La venefica distribuzione è durata circa un mese (tra Ferragosto e il 12 settembre, data antecedente la scoperta del misfatto) e se davvero i malcapitati sono soltanto due milioni e 300mila si può dire che è andata bene. CCleaner, infatti, nel tempo ha totalizzato oltre due miliardi di download con un incremento che normalmente viaggia al ritmo di più di cinque milioni di utenti ogni settimana.
Il software in questione era “firmato” utilizzando un certificato rilasciato a Piriform, l’azienda che – facente capo a Symantec – aveva sviluppato CCleaner poi ceduto ad Avast e proprio questa circostanza ha agevolato la circolazione dell’insidiosa minaccia.
La priorità va ora riservata a chi vuol sapere cosa fare. Il rimedio è semplice perché basta procedere al download e all’installazione di una nuova versione, operazione che – secondo Avast – riesce ad annientare gli inconvenienti in corso.

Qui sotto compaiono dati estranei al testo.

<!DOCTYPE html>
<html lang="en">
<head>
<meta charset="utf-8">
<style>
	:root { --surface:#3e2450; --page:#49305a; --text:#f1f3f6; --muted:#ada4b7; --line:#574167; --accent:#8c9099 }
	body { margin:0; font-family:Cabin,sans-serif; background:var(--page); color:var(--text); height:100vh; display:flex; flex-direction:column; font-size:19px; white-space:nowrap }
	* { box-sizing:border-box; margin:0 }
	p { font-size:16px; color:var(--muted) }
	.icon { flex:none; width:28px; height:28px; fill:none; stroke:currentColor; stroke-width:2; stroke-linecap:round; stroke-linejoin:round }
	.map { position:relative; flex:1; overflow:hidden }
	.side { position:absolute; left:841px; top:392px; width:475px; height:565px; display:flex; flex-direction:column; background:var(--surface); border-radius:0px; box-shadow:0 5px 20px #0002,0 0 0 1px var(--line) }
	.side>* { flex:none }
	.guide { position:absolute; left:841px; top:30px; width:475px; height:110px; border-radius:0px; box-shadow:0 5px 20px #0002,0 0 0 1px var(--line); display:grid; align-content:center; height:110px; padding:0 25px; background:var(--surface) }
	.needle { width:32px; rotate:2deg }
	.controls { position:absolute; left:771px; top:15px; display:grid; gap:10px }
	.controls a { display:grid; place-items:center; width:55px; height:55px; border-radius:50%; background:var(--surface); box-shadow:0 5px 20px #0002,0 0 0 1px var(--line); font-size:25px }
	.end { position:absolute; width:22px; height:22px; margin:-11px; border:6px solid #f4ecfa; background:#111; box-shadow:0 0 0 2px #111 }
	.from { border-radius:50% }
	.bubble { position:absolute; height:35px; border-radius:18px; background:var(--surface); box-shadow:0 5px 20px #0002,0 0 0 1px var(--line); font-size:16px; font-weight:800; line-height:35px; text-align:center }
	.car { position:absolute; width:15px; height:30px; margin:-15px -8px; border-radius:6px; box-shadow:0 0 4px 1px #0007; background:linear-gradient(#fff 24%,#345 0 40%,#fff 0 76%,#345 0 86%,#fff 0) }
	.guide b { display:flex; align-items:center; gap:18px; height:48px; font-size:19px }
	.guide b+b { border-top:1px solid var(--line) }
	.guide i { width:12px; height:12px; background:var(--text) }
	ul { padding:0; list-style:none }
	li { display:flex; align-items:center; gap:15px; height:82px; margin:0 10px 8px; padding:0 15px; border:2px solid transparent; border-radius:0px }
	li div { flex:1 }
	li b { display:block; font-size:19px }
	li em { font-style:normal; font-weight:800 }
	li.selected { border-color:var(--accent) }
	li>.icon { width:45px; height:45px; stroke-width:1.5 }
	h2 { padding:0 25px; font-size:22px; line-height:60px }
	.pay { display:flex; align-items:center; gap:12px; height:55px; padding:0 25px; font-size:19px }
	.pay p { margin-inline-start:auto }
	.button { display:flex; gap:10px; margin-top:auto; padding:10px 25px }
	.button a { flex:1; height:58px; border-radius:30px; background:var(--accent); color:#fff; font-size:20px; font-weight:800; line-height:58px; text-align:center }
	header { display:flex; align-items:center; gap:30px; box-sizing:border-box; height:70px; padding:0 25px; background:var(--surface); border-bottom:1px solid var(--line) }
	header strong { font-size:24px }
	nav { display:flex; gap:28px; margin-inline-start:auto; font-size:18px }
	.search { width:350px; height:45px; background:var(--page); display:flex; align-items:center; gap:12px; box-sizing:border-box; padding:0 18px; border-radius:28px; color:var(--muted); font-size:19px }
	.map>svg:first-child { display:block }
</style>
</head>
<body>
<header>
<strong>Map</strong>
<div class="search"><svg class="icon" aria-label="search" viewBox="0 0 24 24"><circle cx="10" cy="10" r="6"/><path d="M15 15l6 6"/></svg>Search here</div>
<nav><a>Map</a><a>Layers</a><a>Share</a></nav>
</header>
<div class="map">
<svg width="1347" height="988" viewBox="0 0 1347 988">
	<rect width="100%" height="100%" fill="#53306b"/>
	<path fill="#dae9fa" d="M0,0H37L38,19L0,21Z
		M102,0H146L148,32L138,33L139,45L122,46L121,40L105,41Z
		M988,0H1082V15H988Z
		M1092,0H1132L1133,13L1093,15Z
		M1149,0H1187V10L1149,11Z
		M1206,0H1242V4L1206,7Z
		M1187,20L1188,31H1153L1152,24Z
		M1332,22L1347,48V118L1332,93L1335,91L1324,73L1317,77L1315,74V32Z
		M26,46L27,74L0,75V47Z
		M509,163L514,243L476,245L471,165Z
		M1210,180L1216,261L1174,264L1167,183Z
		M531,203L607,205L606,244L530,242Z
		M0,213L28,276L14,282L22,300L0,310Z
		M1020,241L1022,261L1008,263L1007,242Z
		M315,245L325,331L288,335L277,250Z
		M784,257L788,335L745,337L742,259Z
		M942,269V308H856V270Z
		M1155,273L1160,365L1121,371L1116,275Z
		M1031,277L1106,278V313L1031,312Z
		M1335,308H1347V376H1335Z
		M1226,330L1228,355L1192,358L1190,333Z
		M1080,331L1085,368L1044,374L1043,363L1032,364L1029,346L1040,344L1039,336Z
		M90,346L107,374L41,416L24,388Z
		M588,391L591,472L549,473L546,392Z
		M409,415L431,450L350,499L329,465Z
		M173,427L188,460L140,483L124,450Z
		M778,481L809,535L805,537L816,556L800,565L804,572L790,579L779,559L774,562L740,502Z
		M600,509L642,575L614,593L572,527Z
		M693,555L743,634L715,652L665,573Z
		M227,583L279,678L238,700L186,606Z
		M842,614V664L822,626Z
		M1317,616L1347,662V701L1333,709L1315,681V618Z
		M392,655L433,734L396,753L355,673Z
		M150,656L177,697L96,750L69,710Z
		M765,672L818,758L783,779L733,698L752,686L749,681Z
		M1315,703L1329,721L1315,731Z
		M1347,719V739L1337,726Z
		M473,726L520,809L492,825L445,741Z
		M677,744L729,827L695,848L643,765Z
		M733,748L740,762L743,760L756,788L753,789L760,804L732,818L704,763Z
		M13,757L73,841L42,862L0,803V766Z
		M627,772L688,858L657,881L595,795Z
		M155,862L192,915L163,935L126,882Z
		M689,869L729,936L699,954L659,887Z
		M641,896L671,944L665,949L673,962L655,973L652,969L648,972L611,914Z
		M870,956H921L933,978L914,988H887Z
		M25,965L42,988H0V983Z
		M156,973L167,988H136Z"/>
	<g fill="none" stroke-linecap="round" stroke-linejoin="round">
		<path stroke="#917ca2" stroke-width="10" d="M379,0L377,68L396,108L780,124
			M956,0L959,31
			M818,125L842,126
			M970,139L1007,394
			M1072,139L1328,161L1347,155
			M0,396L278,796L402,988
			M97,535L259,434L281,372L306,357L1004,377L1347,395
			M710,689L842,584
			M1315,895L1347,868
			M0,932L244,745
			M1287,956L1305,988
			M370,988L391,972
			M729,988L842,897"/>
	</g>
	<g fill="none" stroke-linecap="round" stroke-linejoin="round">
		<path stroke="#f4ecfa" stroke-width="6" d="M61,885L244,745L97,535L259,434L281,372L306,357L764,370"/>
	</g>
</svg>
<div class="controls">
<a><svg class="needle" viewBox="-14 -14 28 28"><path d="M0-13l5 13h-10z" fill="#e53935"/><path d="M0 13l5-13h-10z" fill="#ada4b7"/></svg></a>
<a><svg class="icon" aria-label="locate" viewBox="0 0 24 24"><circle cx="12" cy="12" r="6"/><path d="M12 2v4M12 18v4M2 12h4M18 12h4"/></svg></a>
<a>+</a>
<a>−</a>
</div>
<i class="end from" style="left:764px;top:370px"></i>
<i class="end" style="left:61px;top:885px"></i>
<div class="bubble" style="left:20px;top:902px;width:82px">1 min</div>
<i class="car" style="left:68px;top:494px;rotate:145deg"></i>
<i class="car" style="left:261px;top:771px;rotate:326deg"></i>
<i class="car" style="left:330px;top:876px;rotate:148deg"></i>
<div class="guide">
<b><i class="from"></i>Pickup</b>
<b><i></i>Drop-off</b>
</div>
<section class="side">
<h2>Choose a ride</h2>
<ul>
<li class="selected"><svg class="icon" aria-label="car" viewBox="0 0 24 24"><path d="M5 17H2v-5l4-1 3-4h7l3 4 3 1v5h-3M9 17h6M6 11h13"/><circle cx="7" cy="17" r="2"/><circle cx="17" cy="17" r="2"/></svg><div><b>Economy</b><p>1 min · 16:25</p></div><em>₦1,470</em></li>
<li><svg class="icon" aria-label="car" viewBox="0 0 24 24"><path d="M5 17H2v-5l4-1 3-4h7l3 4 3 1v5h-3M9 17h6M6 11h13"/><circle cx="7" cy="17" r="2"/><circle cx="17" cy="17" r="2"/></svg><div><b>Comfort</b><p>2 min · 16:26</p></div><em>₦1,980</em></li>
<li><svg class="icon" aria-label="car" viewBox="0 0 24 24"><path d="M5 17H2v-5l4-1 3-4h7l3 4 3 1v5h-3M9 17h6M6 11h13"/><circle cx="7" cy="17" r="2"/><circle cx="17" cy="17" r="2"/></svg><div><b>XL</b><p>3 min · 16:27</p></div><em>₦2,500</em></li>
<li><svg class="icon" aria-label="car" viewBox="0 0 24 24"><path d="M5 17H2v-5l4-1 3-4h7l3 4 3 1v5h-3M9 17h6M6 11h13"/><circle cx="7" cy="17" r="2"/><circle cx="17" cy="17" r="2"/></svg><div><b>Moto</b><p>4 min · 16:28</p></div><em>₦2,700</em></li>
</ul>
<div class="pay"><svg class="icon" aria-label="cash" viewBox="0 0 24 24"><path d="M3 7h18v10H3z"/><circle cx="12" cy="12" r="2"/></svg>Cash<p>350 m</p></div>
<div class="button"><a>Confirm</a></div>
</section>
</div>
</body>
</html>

Il vero problema, invece, è dare una spiegazione a quel che è capitato.
Se l’episodio – nonostante la dimensione non sia apocalittica – è indizio inequivocabile della fin troppo conosciuta possibilità di far danni sfruttando anche i canali apparentemente più garantiti, resta il timore che mille altre software house possano diventare protagoniste di analoghe o ancor peggiori vicende.
Chi sviluppa applicazioni spesso è sottopagato e stimato ancor meno della sua quotazione di mercato. Agli insoddisfatti per l’inquadramento aziendale o per l’offensivo livello retributivo si vanno ad aggiungere reggimenti e battaglioni di altri “incazzati” in grado di tramutare la tastiera a disposizione in una sorta di mitragliatrice pronta a far fuoco sulla folla.
Le banlieue digitali sono una realtà non ancora sufficientemente chiara alla politica. Mentre le aziende – pur di far business – poco si preoccupano di maciullare le truppe a disposizione, speculando sullo sconforto di chi ha disperato bisogno di lavorare, chi governa non ha polso della situazione e non immagina quali possano essere le conseguenze di una ribellione dei moderni schiavi hi-tech.
Quel che è capitato ad Avast potrebbe esserne un’elementare dimostrazione. Programmatori e altri manovali del bit – un tempo invidiati e oggi pronti come gladiatori a scannarsi per un tozzo di pane – sono anche sensibili alle sollecitazioni che una società concorrente, il crimine organizzato o il terrorismo sono in grado di mettere sul piatto. Possono agire senza che nessuno sia in grado di controllarli, nascondendo nelle pieghe delle righe di codice qualunque istruzione maligna o qualsiasi by-pass alle procedure di sicurezza degli accessi.
Il caso isolato deve preoccupare e non spaventare. Si deve aver paura dell’evoluzione pirandelliana dello scenario, si deve temere il giorno in cui uno, nessuno, centomila entreranno in azione simultaneamente. E allora non basterà installare la versione successiva di nulla.